From the entries below, reproduce exactly the line containing "M993 1363 1013", the line containing "0H1406V1518L1378 1495 1331", and every line in between, with nothing added.
Recorded data START
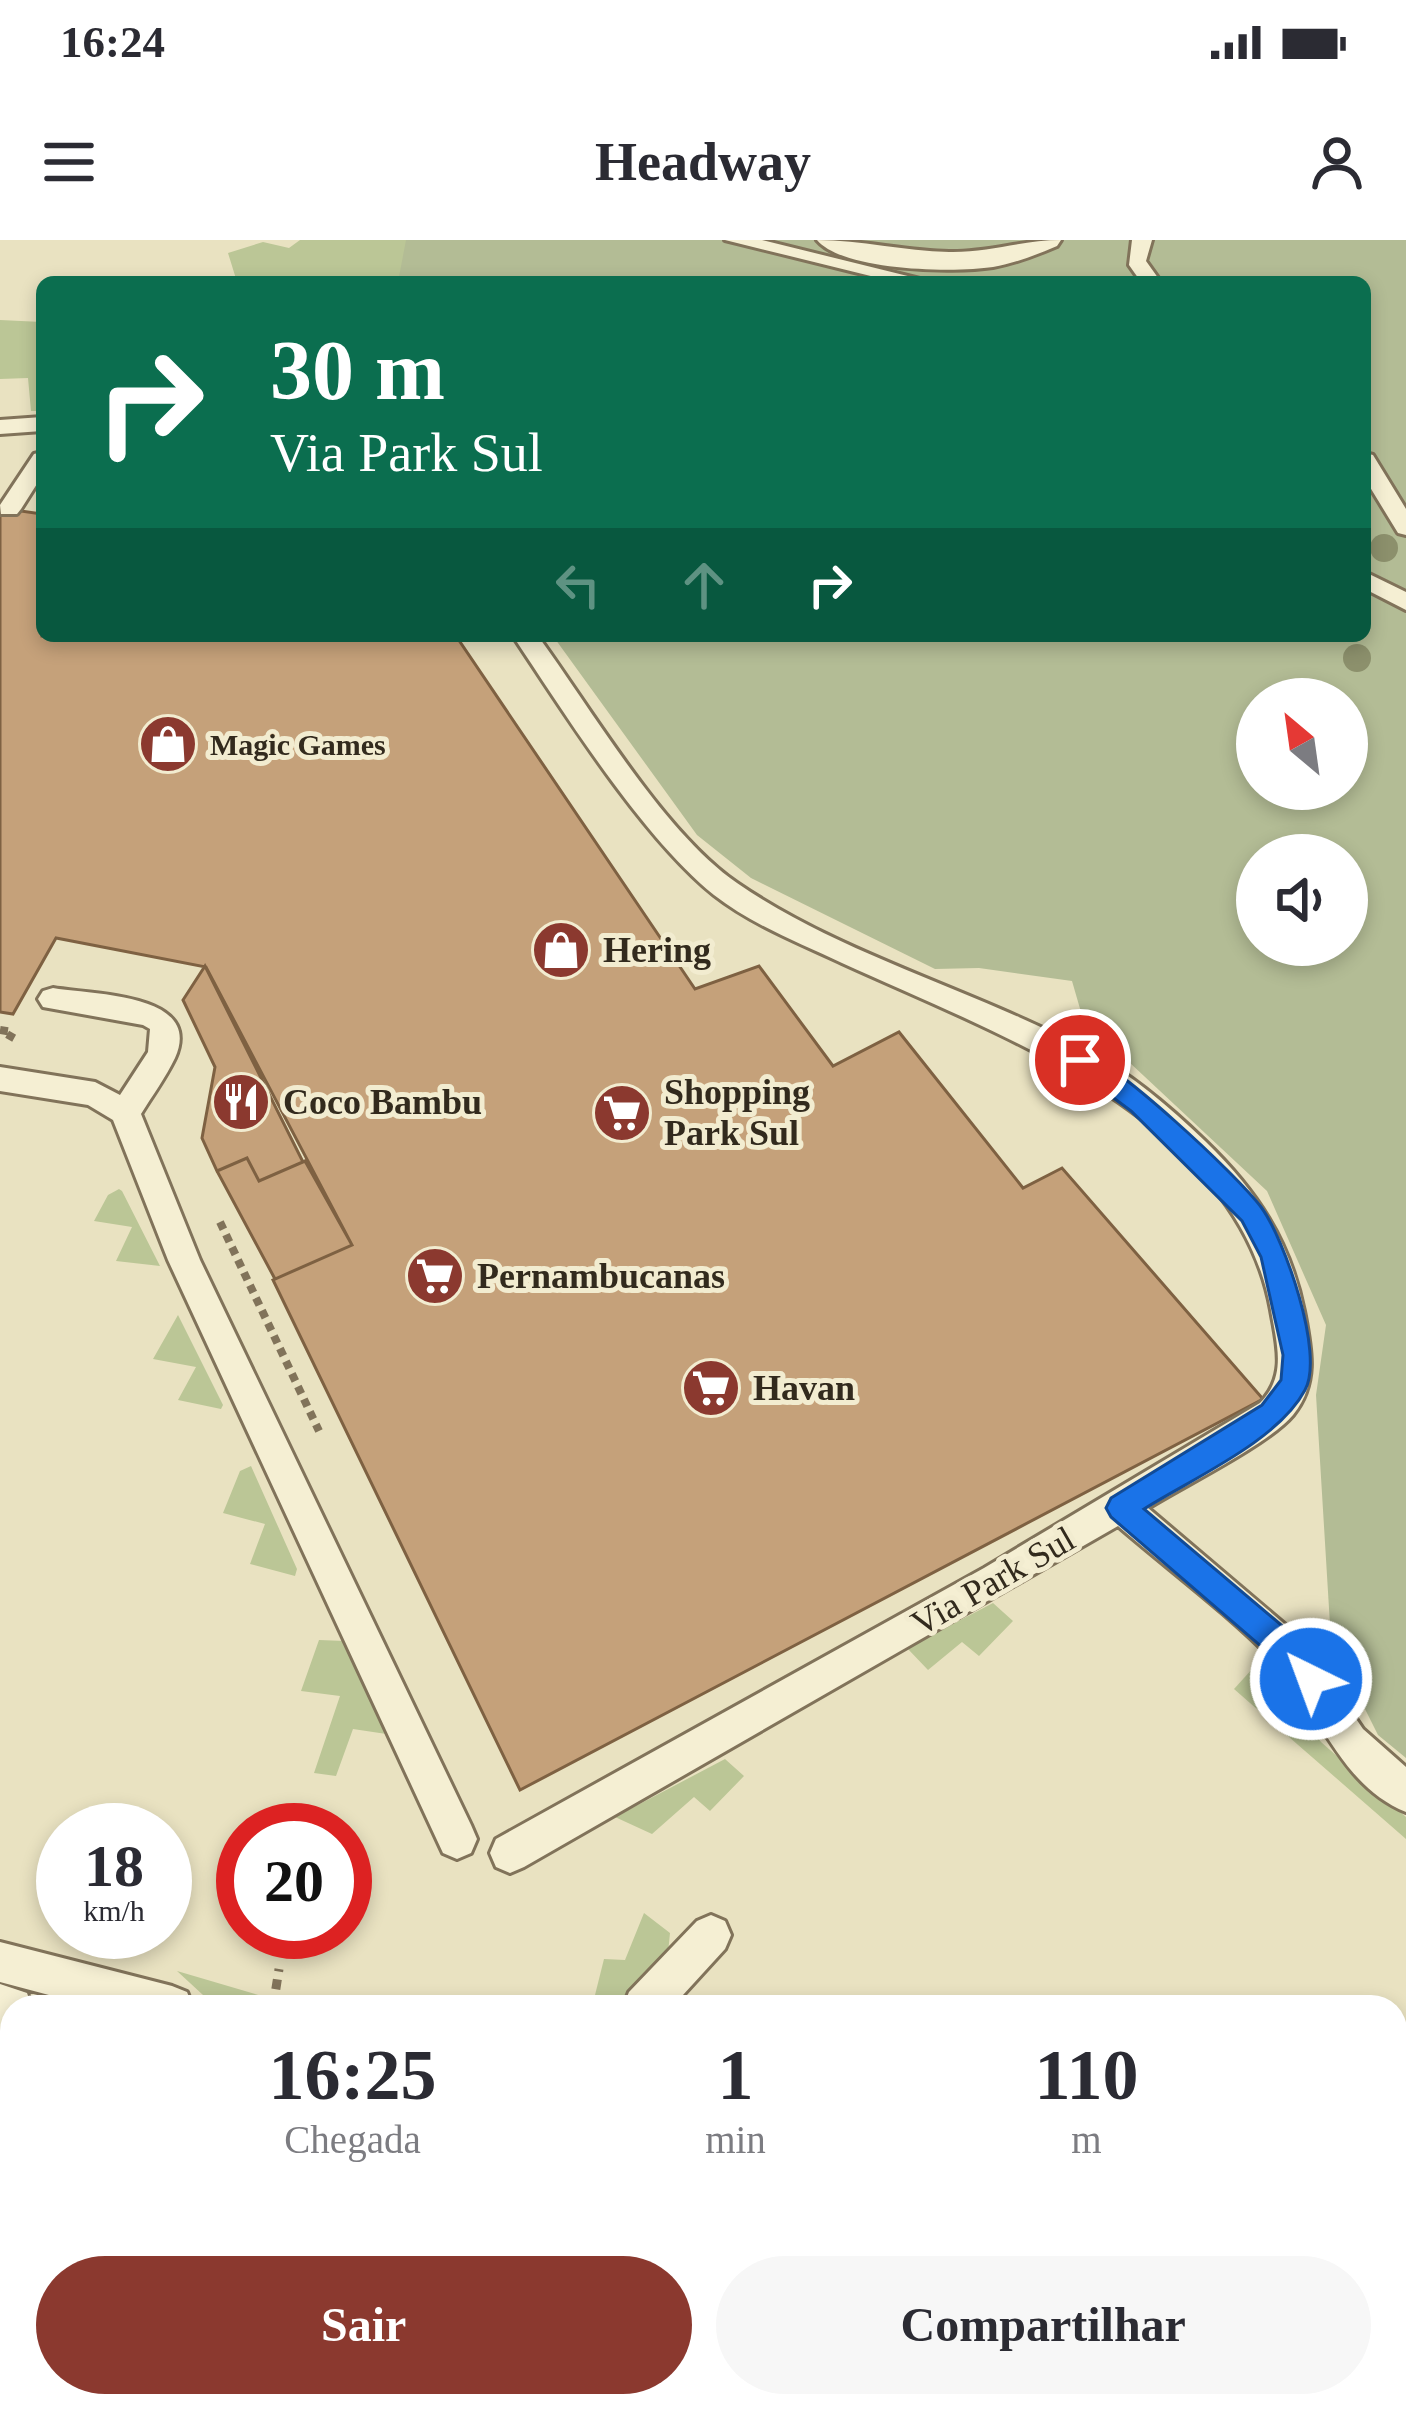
<!DOCTYPE html>
<html lang="pt">
<style>
body{margin:0;font-family:Georgia,serif;background:#f7f7f7;color:#2b2b33;height:100vh;display:flex;flex-direction:column;font-size:45px;white-space:nowrap}
*{box-sizing:border-box;margin:0}
p{font-size:39px;color:#7c7c81}
.icon{flex:none;width:66px;height:66px;fill:none;stroke:currentColor;stroke-width:2;stroke-linecap:round;stroke-linejoin:round}
.map{position:relative;flex:1;overflow:hidden}
.side{position:absolute;left:0px;top:1755px;width:1407px;height:423px;display:flex;flex-direction:column;background:#fff;border-radius:36px 36px 0 0;box-shadow:0 6px 18px #0003}
.side>*{flex:none}
.guide{position:absolute;left:36px;top:36px;width:1335px;height:366px;border-radius:18px;box-shadow:0 6px 18px #0003;background:#0b6e4f;color:#fff;overflow:hidden}
.needle{width:78px;rotate:331deg}
.buttons{position:absolute;left:1236px;top:438px;display:grid;gap:24px}
.buttons a{display:grid;place-items:center;width:132px;height:132px;border-radius:50%;background:#fff;box-shadow:0 6px 18px #0003;font-size:60px}
.speed{position:absolute;left:36px;top:1563px;display:flex;gap:24px;font-size:60px;font-weight:700;text-align:center}
.speed>*{display:grid;place-content:center;width:156px;height:156px;border-radius:50%;background:#fff;box-shadow:0 6px 18px #0003;line-height:1}
.speed small{font-size:30px;font-weight:400}
.speed .limit{border:18px solid #d22;background:#fff;color:#111}
.pin{position:absolute;display:grid;place-items:center;width:102px;height:102px;color:#fff;margin:-51px;border:6px solid #fff;border-radius:50%;box-shadow:0 3px 12px #0007}
.me{position:absolute;width:132px;margin:-66px;rotate:318deg;stroke-linejoin:round;filter:drop-shadow(0 0 9px #0008)}
.turn{display:flex;align-items:center;gap:42px;height:252px;padding:0 36px;font-size:54px}
.turn .icon{width:156px;height:156px;stroke-width:2.5}
.turn b{display:block;font-size:84px;line-height:102px}
.lanes{display:flex;align-items:center;height:114px;padding:0 36px;background:#0003;justify-content:center;gap:60px;direction:ltr}
.lanes .off{opacity:.35}
.eta{display:flex;justify-content:space-evenly;align-items:center;height:204px;text-align:center}
.eta b{font-size:72px;font-weight:700;line-height:84px}
.primary-button{display:flex;gap:24px;margin-top:auto;padding:24px 36px}
.primary-button a{flex:1;height:138px;border-radius:72px;background:#8b392f;color:#fff;font-size:48px;font-weight:700;line-height:138px;text-align:center}
.primary-button a+a{background:#f7f7f7;color:#2b2b33}
.status{display:flex;justify-content:space-between;align-items:center;height:84px;padding:0 60px;background:#fff;direction:ltr}
.status svg{height:33px;fill:currentColor}
header{display:flex;justify-content:space-between;align-items:center;height:156px;padding:0 36px;background:#fff;font-size:54px;font-weight:700}
.map>svg:first-child{display:block}
</style>
<div class="status"><b>16:24</b><svg viewBox="0 0 49 12"><path d="M0 12V9h3v3zM5 12V6h3v6zM10 12V3h3v9zM15 12V0h3v12zM26 1h20v11H26zM47 4h2v5h-2z"/></svg></div>
<header><svg class="icon" aria-label="menu" viewBox="0 0 24 24"><path d="M4 6h16M4 12h16M4 18h16"/></svg>Headway<svg class="icon" aria-label="person" viewBox="0 0 24 24"><circle cx="12" cy="8" r="4"/><path d="M4 21q1-7 8-7t8 7"/></svg></header>
<div class="map">
<svg width="1406" height="2176" viewBox="0 0 1406 2176">
<rect width="100%" height="100%" fill="#e9e2c1"/>
<path fill="#bbc696" d="M300 0H653L895 42H237L228 13 263 2 289 8Z
M0 80 42 82V171H31L28 138 0 139Z
M119 949 122 951 160 1026 116 1021 132 987 94 981 108 955Z
M178 1075 223 1165 221 1169 178 1160 196 1127 153 1119Z
M251 1226 297 1329 295 1336 250 1324 265 1284 223 1273 240 1231Z
M993 1363 1013 1381 979 1416 962 1402 928 1430 907 1408Z
M319 1400 345 1401 393 1495 353 1489 336 1536 314 1533 340 1456 301 1451Z
M1263 1417 1321 1502 1406 1577V1599L1234 1449Z
M725 1519 744 1536 710 1571 694 1557 652 1594 615 1577Z
M644 1673 670 1693 668 1713 615 1767H592L604 1719 625 1720Z
M177 1731 299 1767H216Z
M416 2166H562L570 2176H411Z"/>
<path fill="#b3bc95" fill-rule="evenodd" d="M406 0H1406V1518L1378 1495 1331 1401 1316 1155 1326 1085 1267 951 1083 779 1072 741 979 728 935 729 751 638 697 595 553 396H1365V42H398ZM1257 459H1347V549H1257ZM1257 615H1347V705H1257Z"/>
<path fill="#c5a17a" stroke="#7e6142" stroke-width="3" d="M0 268 42 274V396H456L695 749 759 726 833 826 899 792 1023 948 1062 928 1263 1159 520 1550 273 1040 352 1005 206 727 56 698 13 774 0 772Z
M205 726 303 922 259 941 247 918 217 931 202 898 215 827 183 760Z
M247 918 259 941 305 921 352 1005 275 1039 217 931Z"/>
<g fill="none" stroke-linecap="round" stroke-linejoin="round">
<g stroke="#81735a" stroke-width="6">
<path id="service" d="M725 0H762L932 42H895Z
M1132 0H1152L1146 21 1161 42H1141L1129 25Z
M42 177V191L0 194V180Z
M42 212V236L21 269 17 274H1L0 265 34 214Z
M1365 213 1373 215 1406 269V295L1398 293 1365 239Z
M1365 332 1406 352V370L1365 349Z
M513 396H538C592 470 663 592 737 643 845 717 977 750 1090 812 1132 835 1171 868 1205 901 1256 950 1290 1001 1304 1071 1311 1108 1319 1143 1293 1175 1269 1204 1183 1246 1148 1268L1301 1398 1363 1489 1406 1527V1572C1339 1545 1319 1468 1273 1420 1226 1372 1169 1330 1118 1286L524 1627 510 1633 496 1627 490 1613 496 1599 984 1328 1260 1163C1287 1136 1277 1105 1271 1070 1236 877 999 795 842 723 799 703 751 684 714 655 642 597 565 474 513 396Z
M53 748C93 755 204 753 175 818 166 837 152 856 141 874L200 1020 471 1585 477 1599 471 1613 457 1619 443 1613 168 1020 113 880 88 865 0 851V827L95 842 120 855 148 812 150 789 143 785 43 767 38 759 43 751Z
M711 1675 725 1681 731 1695 725 1709 672 1767H623L629 1752 697 1681Z
M0 1702 172 1746 187 1752 193 1767H94L0 1742Z
M0 1744 27 1753 32 1767H12V1789L0 1786Z
M0 1786 12 1789V1831L0 1828Z
M292 2166H340L336 2176H288Z
M581 2166H630L634 2176H585Z
M632 2166H729L733 2176H636Z"/>
</g>
<g stroke="#81735a" stroke-width="6">
<path id="pedestrian" d="M817 0C861 0 904 11 949 12 988 13 1023 0 1061 0L1057 6C1036 15 1015 23 993 27 953 33 843 31 817 0Z"/>
</g>
<g stroke="#4f412e" stroke-width="6">
<path id="primary" d="M0 2021 12 2026V2122L0 2117Z
M68 2166H168L172 2176H72Z"/>
</g>
<path stroke="#81735a" stroke-width="8" stroke-dasharray="8 6" stroke-linecap="butt" d="M0 790 13 792 8 801
M220 982 319 1191"/>
<path stroke="#81735a" stroke-width="9" stroke-dasharray="10 8" stroke-linecap="butt" d="M273 1767 279 1729
M0 1931 12 1940"/>
<use href="#service" fill="#f5efd3" fill-rule="evenodd"/>
<use href="#pedestrian" fill="#f5efd3" fill-rule="evenodd"/>
<use href="#primary" fill="#eada9b" fill-rule="evenodd"/>
</g>
<g fill="#8c906c">
<circle cx="1384" cy="308" r="14"/>
<circle cx="1357" cy="418" r="14"/>
</g>
<path fill="#1a73e8" stroke="#114b97" stroke-width="3" d="M1080 811C1116 822 1236 934 1261 967 1284 998 1325 1114 1305 1150 1278 1201 1193 1238 1144 1269L1299 1400 1326 1439 1322 1449 1311 1454 1300 1449 1278 1421 1111 1277 1106 1268 1111 1258 1262 1165 1281 1140 1283 1115 1261 1017 1242 981 1131 871 1072 827 1068 820 1072 814Z"/>
<defs>
<g id="shop-disc" transform="scale(3)"><circle r="9.5" fill="#8b392f" stroke="#f2ecd0"/><path d="M-5-2.5h2.3a2.7 3.5 0 0 1 5.4 0H5L5.5 6h-11ZM-1.5-2.5h3a1.5 2.3 0 0 0-3 0Z" fill="#fff"/></g>
<g id="restaurant-disc" transform="scale(3)"><circle r="9.5" fill="#8b392f" stroke="#f2ecd0"/><path d="M-5-6h1v4h1v-4h1v4h1v-4h1v5L-1.5 .5V6h-2V.5L-5-1ZM5-6V6H3V1.5H1.5Q1.5-4 5-6Z" fill="#fff"/></g>
<g id="supermarket-disc" transform="scale(3)"><circle r="9.5" fill="#8b392f" stroke="#f2ecd0"/><path d="M-6-5.5h2.5l.6 2H6L4.5 2H-2.5L-4.4-4H-6ZM-1.5 3.2a1.3 1.3 0 1 0 .1 0ZM3 3.2a1.3 1.3 0 1 0 .1 0Z" fill="#fff"/></g>
</defs>
<g fill-rule="evenodd">
<use href="#shop-disc" x="168" y="504"/>
<use href="#shop-disc" x="561" y="710"/>
<use href="#restaurant-disc" x="241" y="862"/>
<use href="#supermarket-disc" x="622" y="873"/>
<use href="#supermarket-disc" x="435" y="1036"/>
<use href="#supermarket-disc" x="711" y="1148"/>
</g>
<g text-anchor="middle" dominant-baseline="central" stroke-width="10" stroke-linejoin="round" paint-order="stroke">
<g font-size="30" font-weight="bold" fill="#322a1d" stroke="#f2ecd0" text-anchor="start">
<text x="210" y="504">Magic Games</text>
</g>
<g font-size="36" font-weight="bold" fill="#322a1d" stroke="#f2ecd0" text-anchor="start">
<text x="603" y="710">Hering</text>
<text x="664" y="852">Shopping<tspan x="664" dy="41">Park Sul</tspan></text>
<text x="283" y="862">Coco Bambu</text>
<text x="477" y="1036">Pernambucanas</text>
<text x="753" y="1148">Havan</text>
</g>
<g font-size="36" fill="#322a1d" stroke="#f2ecd0">
<text transform="translate(993 1341) rotate(-30)">Via Park Sul</text>
</g>
</g>
</svg>
<div class="buttons">
<a><svg class="needle" viewBox="-14 -14 28 28"><path d="M0-13l5 13h-10z" fill="#e53935"/><path d="M0 13l5-13h-10z" fill="#7c7c81"/></svg></a>
<a><svg class="icon" aria-label="sound" viewBox="0 0 24 24"><path d="M4 9h4l5-4v14l-5-4H4zM17 9q2 3 0 6"/></svg></a>
</div>
<div class="speed"><div>18<small>km/h</small></div><div class="limit">20</div></div>
<div class="pin" style="left:1080px;top:820px;background:#d93025"><svg class="icon" aria-label="arrive" viewBox="0 0 24 24"><path d="M6 21V4h12l-3 4 3 4H6"/></svg></div>
<svg class="me" style="left:1311px;top:1439px" viewBox="-20 -20 40 40"><circle r="17" fill="#1a73e8" stroke="#fff" stroke-width="3"/><path d="M0-11L8 9 0 5-8 9z" fill="#fff"/></svg>
<div class="guide">
<div class="turn"><svg class="icon" aria-label="right" viewBox="0 0 24 24"><path d="M7 20v-9h11M14 6l5 5-5 5"/></svg><div><b>30 m</b>Via Park Sul</div></div>
<div class="lanes"><svg class="icon off" aria-label="left" viewBox="0 0 24 24"><path d="M17 20v-9H6M10 6l-5 5 5 5"/></svg><svg class="icon off" aria-label="ahead" viewBox="0 0 24 24"><path d="M12 20V5M6 11l6-6 6 6"/></svg><svg class="icon" aria-label="right" viewBox="0 0 24 24"><path d="M7 20v-9h11M14 6l5 5-5 5"/></svg></div>
</div>
<section class="side">
<div class="eta">
<div><b>16:25</b><p>Chegada</p></div>
<div><b>1</b><p>min</p></div>
<div><b>110</b><p>m</p></div>
</div>
<div class="primary-button"><a>Sair</a><a>Compartilhar</a></div>
</section>
</div>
Recorded data END
**Expected answer:**
M993 1363 1013 1381 979 1416 962 1402 928 1430 907 1408Z
M319 1400 345 1401 393 1495 353 1489 336 1536 314 1533 340 1456 301 1451Z
M1263 1417 1321 1502 1406 1577V1599L1234 1449Z
M725 1519 744 1536 710 1571 694 1557 652 1594 615 1577Z
M644 1673 670 1693 668 1713 615 1767H592L604 1719 625 1720Z
M177 1731 299 1767H216Z
M416 2166H562L570 2176H411Z"/>
<path fill="#b3bc95" fill-rule="evenodd" d="M406 0H1406V1518L1378 1495 1331 1401 1316 1155 1326 1085 1267 951 1083 779 1072 741 979 728 935 729 751 638 697 595 553 396H1365V42H398ZM1257 459H1347V549H1257ZM1257 615H1347V705H1257Z"/>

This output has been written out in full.